TASK PROMPT
The number of lines holding the string "absolute" is all that is wanted; count them in the records below.

[Extracted data entries]
Segment Open

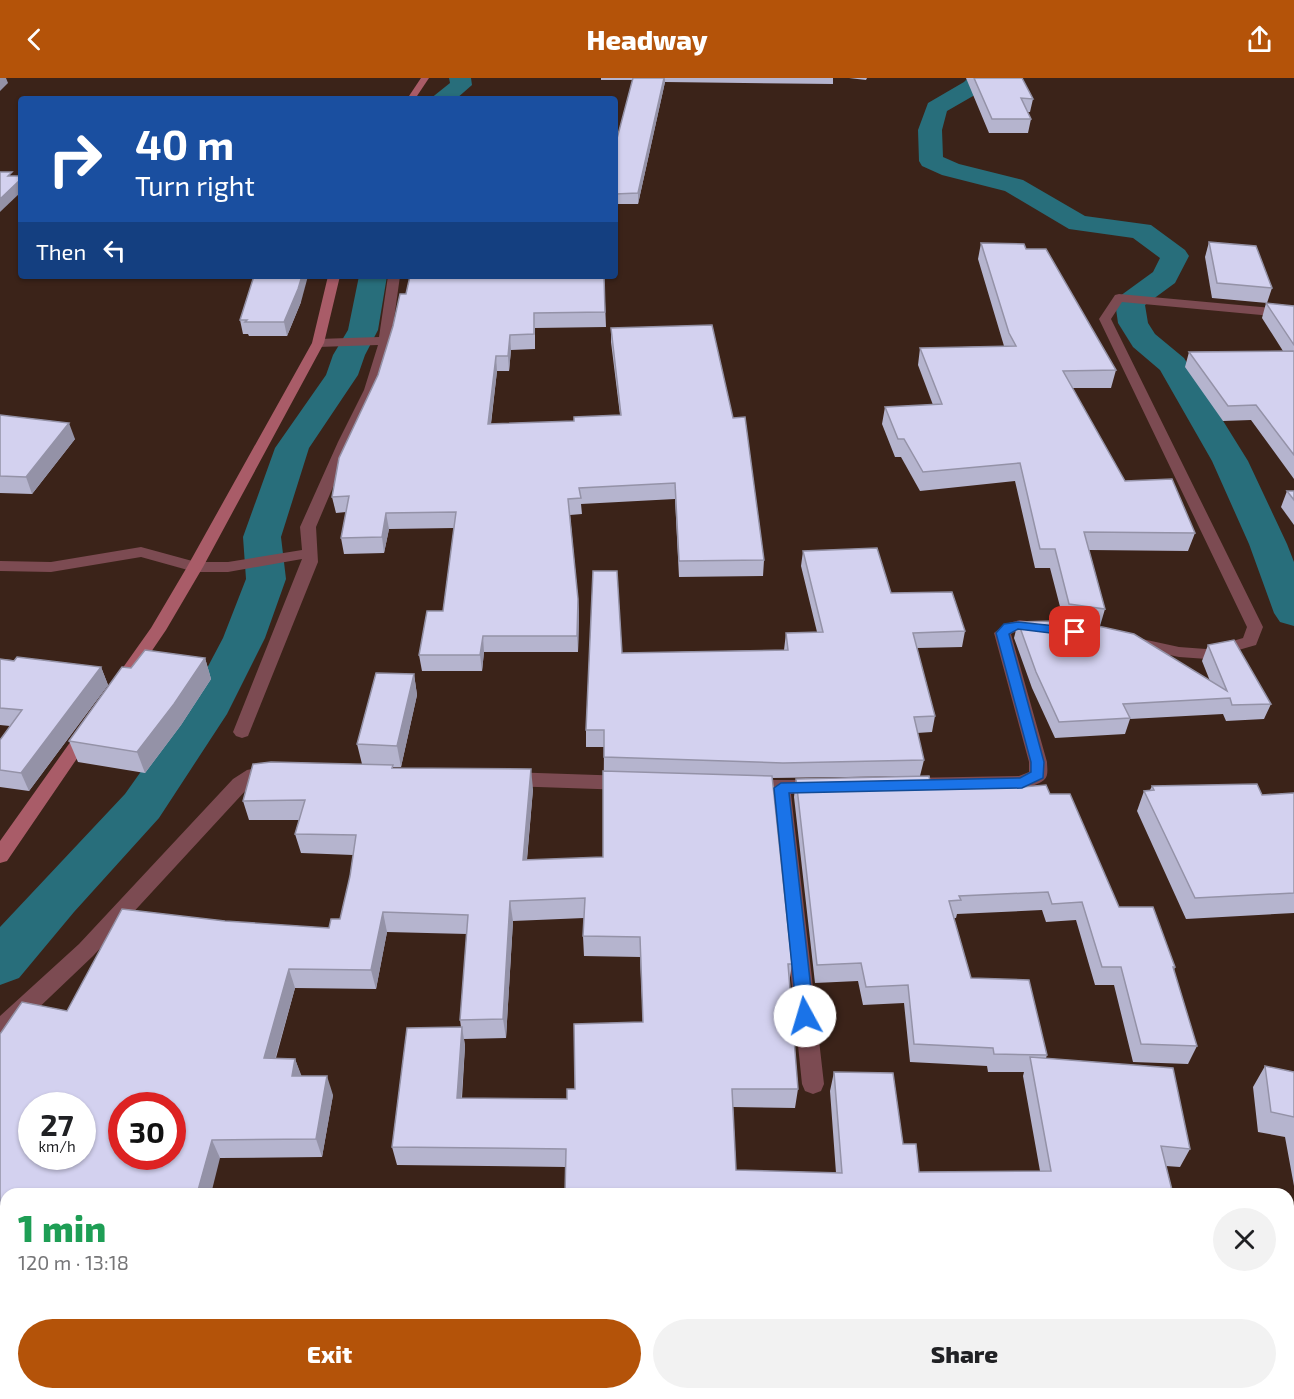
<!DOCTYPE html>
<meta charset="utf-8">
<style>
body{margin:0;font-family:"Exo 2",sans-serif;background:#f2f2f2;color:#202124;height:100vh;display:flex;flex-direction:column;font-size:22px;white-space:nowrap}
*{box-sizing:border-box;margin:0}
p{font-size:20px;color:#757577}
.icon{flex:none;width:33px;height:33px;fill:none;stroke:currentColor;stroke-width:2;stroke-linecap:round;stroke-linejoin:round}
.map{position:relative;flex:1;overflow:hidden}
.side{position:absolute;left:0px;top:1110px;width:1294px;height:212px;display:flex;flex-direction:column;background:#fff;border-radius:18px 18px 0 0;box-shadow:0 2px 4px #0004}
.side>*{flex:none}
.banner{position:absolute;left:18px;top:18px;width:600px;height:183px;border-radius:6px;box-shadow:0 2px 4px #0004;background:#1a4fa0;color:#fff;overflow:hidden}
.speed{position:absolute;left:18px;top:1014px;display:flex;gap:12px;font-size:30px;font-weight:700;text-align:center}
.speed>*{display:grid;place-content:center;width:78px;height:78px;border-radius:50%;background:#fff;box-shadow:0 2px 4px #0004;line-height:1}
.speed small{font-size:15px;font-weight:400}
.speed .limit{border:9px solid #d22;background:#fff;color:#111}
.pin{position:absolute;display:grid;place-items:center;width:51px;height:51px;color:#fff;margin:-26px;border-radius:12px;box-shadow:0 3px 9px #0006}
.me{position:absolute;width:66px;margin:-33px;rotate:354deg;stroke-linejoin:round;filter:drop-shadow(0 0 4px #0008)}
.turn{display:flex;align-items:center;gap:21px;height:126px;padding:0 18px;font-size:27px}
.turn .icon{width:78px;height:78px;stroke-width:2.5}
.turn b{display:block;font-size:42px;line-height:51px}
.then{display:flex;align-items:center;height:57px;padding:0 18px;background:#0003;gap:12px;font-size:22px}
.round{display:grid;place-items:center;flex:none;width:63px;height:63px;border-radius:32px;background:#f2f2f2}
.overview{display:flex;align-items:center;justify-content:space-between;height:102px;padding:0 18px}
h1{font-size:36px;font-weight:800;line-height:45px;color:#1e9e55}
.cta{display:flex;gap:12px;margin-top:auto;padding:12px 18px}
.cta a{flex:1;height:69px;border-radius:36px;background:#b45309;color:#fff;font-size:24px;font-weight:800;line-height:69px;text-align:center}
.cta a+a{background:#f2f2f2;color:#202124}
header{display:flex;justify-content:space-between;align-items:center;height:78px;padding:0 18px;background:#b45309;color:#fff;font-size:27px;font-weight:800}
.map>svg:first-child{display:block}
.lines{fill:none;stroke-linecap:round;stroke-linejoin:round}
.canal{fill:#286e7b;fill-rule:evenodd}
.street{fill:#7c4b52;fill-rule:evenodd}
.secondary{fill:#a95c68;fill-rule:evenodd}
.wall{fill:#b5b4ce;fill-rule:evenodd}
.shaded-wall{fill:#9492a7}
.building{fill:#d3d1ef;stroke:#9492a7;stroke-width:1.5;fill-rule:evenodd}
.route{fill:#1a73e8;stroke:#114b97;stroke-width:1.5}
</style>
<header><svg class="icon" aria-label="back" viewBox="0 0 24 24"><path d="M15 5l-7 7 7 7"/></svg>Headway<svg class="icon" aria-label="share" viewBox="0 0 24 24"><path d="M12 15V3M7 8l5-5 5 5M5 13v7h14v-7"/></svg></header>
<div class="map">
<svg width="1294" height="1321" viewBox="0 0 1294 1321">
<rect width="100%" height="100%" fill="#3b2319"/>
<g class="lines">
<g class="canal">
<polygon points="449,0 471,0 472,7 456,21 430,21 450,5"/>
<polygon points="968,0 990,0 980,14 947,33 942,52 943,79 959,86 1023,102 1085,138 1151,147 1185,172 1189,178 1175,205 1145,227 1148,245 1155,256 1184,280 1248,383 1287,466 1294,484 1294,548 1280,544 1274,535 1249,466 1212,383 1160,292 1133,269 1118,245 1115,224 1120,218 1153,194 1160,180 1133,160 1069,151 1005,113 942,97 922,88 919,83 918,52 928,25 964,4"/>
<polygon points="359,198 387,198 378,252 365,277 358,297 309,370 281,459 286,501 265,560 227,636 159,740 74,834 19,900 0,907 0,849 125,716 186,630 223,560 246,501 243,459 275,370 326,297 333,277 348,252"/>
</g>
<g class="street">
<polygon points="388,198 400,198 391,263 378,312 352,364 316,449 318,484 248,658 242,660 236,658 233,654 302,481 228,494 195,494 141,479 51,494 0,493 0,483 51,484 141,469 196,484 228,484 302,472 300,449 338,364 364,312 378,267 318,269 312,265 318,261 379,259"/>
<polygon points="1119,216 1294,232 1294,240 1122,224 1111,241 1263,549 1256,567 1207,581 1179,579 1127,568 1125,564 1127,560 1133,559 1179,569 1206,571 1243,560 1247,549 1099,241 1115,217"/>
<path d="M 1020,542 L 1046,546 L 1048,550 L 1046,554 C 1034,557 1022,549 1011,556 L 1047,684 C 1047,689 1049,698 1044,702 C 1026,718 935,713 907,714 L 900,712 L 898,707 L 900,702 L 907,700 L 1019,698 L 1029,694 L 1029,684 L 994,555 L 1005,546 Z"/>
<polygon points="270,687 277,689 279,694 277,699 259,703 247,711 93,878 8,959 0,961 0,938 79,866 233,701 247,692"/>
<polygon points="508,694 627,698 634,700 636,705 634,710 627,712 508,708 501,706 499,701 501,696"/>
<polygon points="751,702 819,702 826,704 828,709 826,714 791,716 824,1006 821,1013 813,1016 805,1013 802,1006 772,716 744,714 742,709 744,704"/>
</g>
<g class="secondary">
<polygon points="421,0 429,0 415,21 407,21"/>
<polygon points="328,198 340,198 324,265 203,489 166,552 132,602 120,602 117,598 151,550 187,489 312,265"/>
<polygon points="87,647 93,649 96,653 93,657 7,783 0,785 0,763 81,649"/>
</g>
</g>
<g class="wall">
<polygon points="601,0 833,0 833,6 665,4 638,126 615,126 615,68 633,2 601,2"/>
<polygon points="849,0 867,0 866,2"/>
<polygon points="966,0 1022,0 1033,21 1030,34 1027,34 1031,41 1028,55 989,55"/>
<polygon points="1209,164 1272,210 1267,225 1212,220 1205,179"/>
<polygon points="981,165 1026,171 1116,292 1111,310 1072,310 1125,403 1195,455 1188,473 1089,472 1105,531 1100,548 1210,603 1202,583 1208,567 1271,626 1264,641 1226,643 1223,636 1130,641 1125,656 1055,660 1032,610 1014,560 1018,544 1064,544 1050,490 1035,490 1015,403 920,413 901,379 895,379 882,346 885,329 933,327 918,287 920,270 1004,268 978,181"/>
<polygon points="604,198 606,249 535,250 535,271 511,272 509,293 497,293 491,346 574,343 620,337 611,264 611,250 764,482 763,498 679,499 675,421 581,426 582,436 570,437 578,521 579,537 578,574 484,574 482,593 422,593 419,577 443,533 454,450 389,451 384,475 344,476 341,460 346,434 336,435 332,419 378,297"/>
<polygon points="301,224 287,258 249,258 248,256 243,256 240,242"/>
<polygon points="1266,225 1294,228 1294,401 1251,342 1223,343 1185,289 1189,274 1283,273 1262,240"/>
<polygon points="0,337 75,361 32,416 0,415"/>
<polygon points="1287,413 1294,413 1294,447 1281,429"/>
<path d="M 803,473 L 891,515 L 965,553 L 962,569 L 917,570 L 935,638 L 932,654 L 917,655 L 924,682 L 920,698 L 772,700 L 792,886 L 789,906 L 798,1011 L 795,1030 L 733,1029 L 736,1092 L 836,1095 L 830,1013 L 834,994 L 903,1066 L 919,1094 L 1040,1093 L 1023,998 L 1024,994 L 988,994 L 987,988 L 910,984 L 904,925 L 863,927 L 858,903 L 815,905 L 794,719 L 796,701 L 931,709 L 1009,710 L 1050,716 L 1119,829 L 1175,889 L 1174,892 L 1197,968 L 1188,986 L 1133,984 L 1114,907 L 1095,907 L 1076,842 L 1046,844 L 1042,832 L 957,836 L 956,840 L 954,840 L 971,900 L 1047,977 L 1046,980 L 1190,1071 L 1180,1089 L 1166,1088 L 1173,1116 L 566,1089 L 397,1087 L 392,1069 L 461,949 L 460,942 L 467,856 L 387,854 L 376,911 L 295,910 L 276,980 L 295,981 L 301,998 L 333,1017 L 322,1079 L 220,1080 L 6,1116 L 6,1204 L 0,1215 L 0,956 L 67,933 L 225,843 L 329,850 L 340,841 L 350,798 L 353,777 L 301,775 L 295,756 L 299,742 L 249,742 L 243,723 L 362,686 L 357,666 L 414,596 L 417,617 L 401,689 L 393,689 L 393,690 L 533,711 L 527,782 L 603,779 L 604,669 L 586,669 L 586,652 L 622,575 L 784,572 L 786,555 L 817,554 L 801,488 ZM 584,840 L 583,858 L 584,878 L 640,879 L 643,944 L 575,1011 L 567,1021 L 462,1020 L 465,968 L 464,961 L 506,960 L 513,843 Z"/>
<polygon points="205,580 211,601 181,647 145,695 78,684 69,663 131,590"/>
<polygon points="0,581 101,589 108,607 29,713 0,709 0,662 10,648 0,647"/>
<polygon points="1152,708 1262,717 1294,715 1294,835 1186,841 1137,733 1144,713 1150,712"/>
<polygon points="1265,988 1294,994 1294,1108 1285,1059 1258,1054 1253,1009"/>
<polygon points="1288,1170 1294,1171 1294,1251 1288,1250"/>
<polygon points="55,1316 1025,1316 1026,1321 53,1321"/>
</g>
<g class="shaded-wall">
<polygon points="0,0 6,0 8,5 0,13"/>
<polygon points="664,0 665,0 665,4 638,126 638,115"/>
<polygon points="21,101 21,114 0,134 0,121"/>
<polygon points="302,198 308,198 301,224 287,258 284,244"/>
<polygon points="510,257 511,272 509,293 508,278"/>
<polygon points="496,278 497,293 489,361 488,346"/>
<polygon points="69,345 75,361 32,416 26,399"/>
<polygon points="386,435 389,451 384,475 382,459"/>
<polygon points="578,521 579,537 578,574 577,558"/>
<polygon points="483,558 484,574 482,593 480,577"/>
<polygon points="205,580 211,601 181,647 145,695 137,674"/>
<polygon points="101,589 108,607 29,713 21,695"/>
<polygon points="414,596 417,617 401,689 397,668"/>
<polygon points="531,691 533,711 525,802 523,782"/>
<polygon points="510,823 513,843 506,960 503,941"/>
<polygon points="383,834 387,854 376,911 371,892"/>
<polygon points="289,891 295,910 270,999 264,980"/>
<polygon points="462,949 465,968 460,1039 457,1020"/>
<polygon points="295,981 302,999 292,998"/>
<polygon points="327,998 333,1017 322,1079 316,1061"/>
<polygon points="212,1062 220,1080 211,1116 197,1116"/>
<polygon points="0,1179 6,1187 6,1204 0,1215"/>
</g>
<g class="building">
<polygon points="633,0 664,0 638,115 615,116 615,68"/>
<polygon points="974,0 1022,0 1033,21 1021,20 1031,41 992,41"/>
<polygon points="0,94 12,94 8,98 21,98 21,101 0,121"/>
<polygon points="1209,164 1256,168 1272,210 1217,205"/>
<polygon points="981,165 1024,166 1026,171 1046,171 1116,292 1063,293 1125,403 1172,401 1195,455 1084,454 1105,531 1069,526 1055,471 1040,471 1020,385 923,394 904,361 898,361 885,329 942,326 920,270 1016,268 1009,255"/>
<polygon points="254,198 302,198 298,211 284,244 245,244 247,242 240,242"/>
<polygon points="410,198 604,198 605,234 534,235 534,256 510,257 508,278 496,278 488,346 574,343 574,339 621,337 611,250 712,247 733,340 745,339 764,482 679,483 675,405 579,410 581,420 568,421 578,521 577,558 483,558 480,577 419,577 427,533 443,533 456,434 386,435 382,459 341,460 349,418 332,419 339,380 378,297 393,248 400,216 406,216"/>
<polygon points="1266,225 1294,228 1294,267"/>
<polygon points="1294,273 1294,377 1256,327 1228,328 1189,274"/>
<polygon points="0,337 69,345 26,399 0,398"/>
<polygon points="1287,413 1294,413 1294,422"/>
<polygon points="877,470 891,515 952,514 965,553 913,555 935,638 914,639 924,682 783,685 604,679 604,652 586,652 593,493 617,493 622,575 788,572 786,555 823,554 803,473"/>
<polygon points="1056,543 1098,548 1134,556 1227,613 1208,567 1234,562 1271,626 1232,627 1230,620 1123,626 1130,640 1059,644 1036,594 1018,544"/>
<polygon points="145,572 205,580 174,626 137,674 69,663 122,589 131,590"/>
<polygon points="17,579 101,589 21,695 0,692 0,662 22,632 0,630 0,581 14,583"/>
<polygon points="376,595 414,596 397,668 357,666"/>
<path d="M 271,684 L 393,687 L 392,690 L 531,691 L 523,782 L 603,779 L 603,693 L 772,698 L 792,886 L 788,886 L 798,1011 L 732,1011 L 736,1092 L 842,1095 L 834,994 L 893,995 L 903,1066 L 916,1066 L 919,1094 L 1051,1093 L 1030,979 L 1173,990 L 1190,1071 L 1161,1068 L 1173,1116 L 565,1116 L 566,1071 L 392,1069 L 407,950 L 462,949 L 457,1020 L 567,1021 L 567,1011 L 575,1011 L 574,946 L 643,944 L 640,859 L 583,858 L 585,820 L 510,823 L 503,941 L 460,942 L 468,837 L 383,834 L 371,892 L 289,891 L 264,980 L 295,981 L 292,998 L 327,998 L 316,1061 L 212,1062 L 197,1116 L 6,1116 L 6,1178 L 0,1177 L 0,956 L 22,924 L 67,933 L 122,831 L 225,843 L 329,850 L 331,841 L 340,841 L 350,798 L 356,757 L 295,756 L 305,722 L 243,723 L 253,686 ZM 32,1028 L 82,1028 L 82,1078 L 32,1078 ZM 122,1028 L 172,1028 L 172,1078 L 122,1078 Z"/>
<polygon points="929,698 931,709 1008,706 1009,710 1046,707 1050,716 1070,716 1119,829 1153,829 1175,889 1173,889 1197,968 1141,966 1121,889 1102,889 1082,824 1052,826 1048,814 959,818 961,822 949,823 971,900 1029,902 1047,977 994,976 993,970 914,966 908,907 866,909 861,885 817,887 796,701"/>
<polygon points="1257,706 1262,717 1294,715 1294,815 1195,820 1144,713 1154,712 1152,708"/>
<polygon points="1265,988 1294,994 1294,1039 1271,1034"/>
<polygon points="1288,1170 1294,1171 1294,1230 1288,1229"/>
<polygon points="55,1316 272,1316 271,1321 53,1321"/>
<polygon points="345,1316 1025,1316 1026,1321 344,1321"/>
</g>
<polygon class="route" points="1018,544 1075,550 1081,554 1075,558 1018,551 1009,556 1044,684 1043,700 1022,710 789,715 814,938 811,943 805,945 799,943 797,938 774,710 781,705 1020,700 1031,694 1031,684 996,555 1004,546"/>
</svg>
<div class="speed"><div>27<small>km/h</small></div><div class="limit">30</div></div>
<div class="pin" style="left:1075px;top:554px;background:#d93025"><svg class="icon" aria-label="arrive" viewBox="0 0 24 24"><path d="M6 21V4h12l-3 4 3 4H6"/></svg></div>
<svg class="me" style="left:805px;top:938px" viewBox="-20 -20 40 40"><circle r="19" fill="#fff"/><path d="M0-13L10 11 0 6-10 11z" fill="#1a73e8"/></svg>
<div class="banner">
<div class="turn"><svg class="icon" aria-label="right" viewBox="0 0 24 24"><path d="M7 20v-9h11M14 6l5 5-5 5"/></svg><div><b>40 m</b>Turn right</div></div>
<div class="then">Then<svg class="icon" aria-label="left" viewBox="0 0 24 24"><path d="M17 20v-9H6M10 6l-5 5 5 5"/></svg></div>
</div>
<section class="side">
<div class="overview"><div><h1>1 min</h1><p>120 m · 13:18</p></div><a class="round"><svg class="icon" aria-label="close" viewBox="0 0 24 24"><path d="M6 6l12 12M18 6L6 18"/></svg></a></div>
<div class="cta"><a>Exit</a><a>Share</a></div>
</section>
</div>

Segment Closed

OUTPUT FOR THIS EXERCISE
5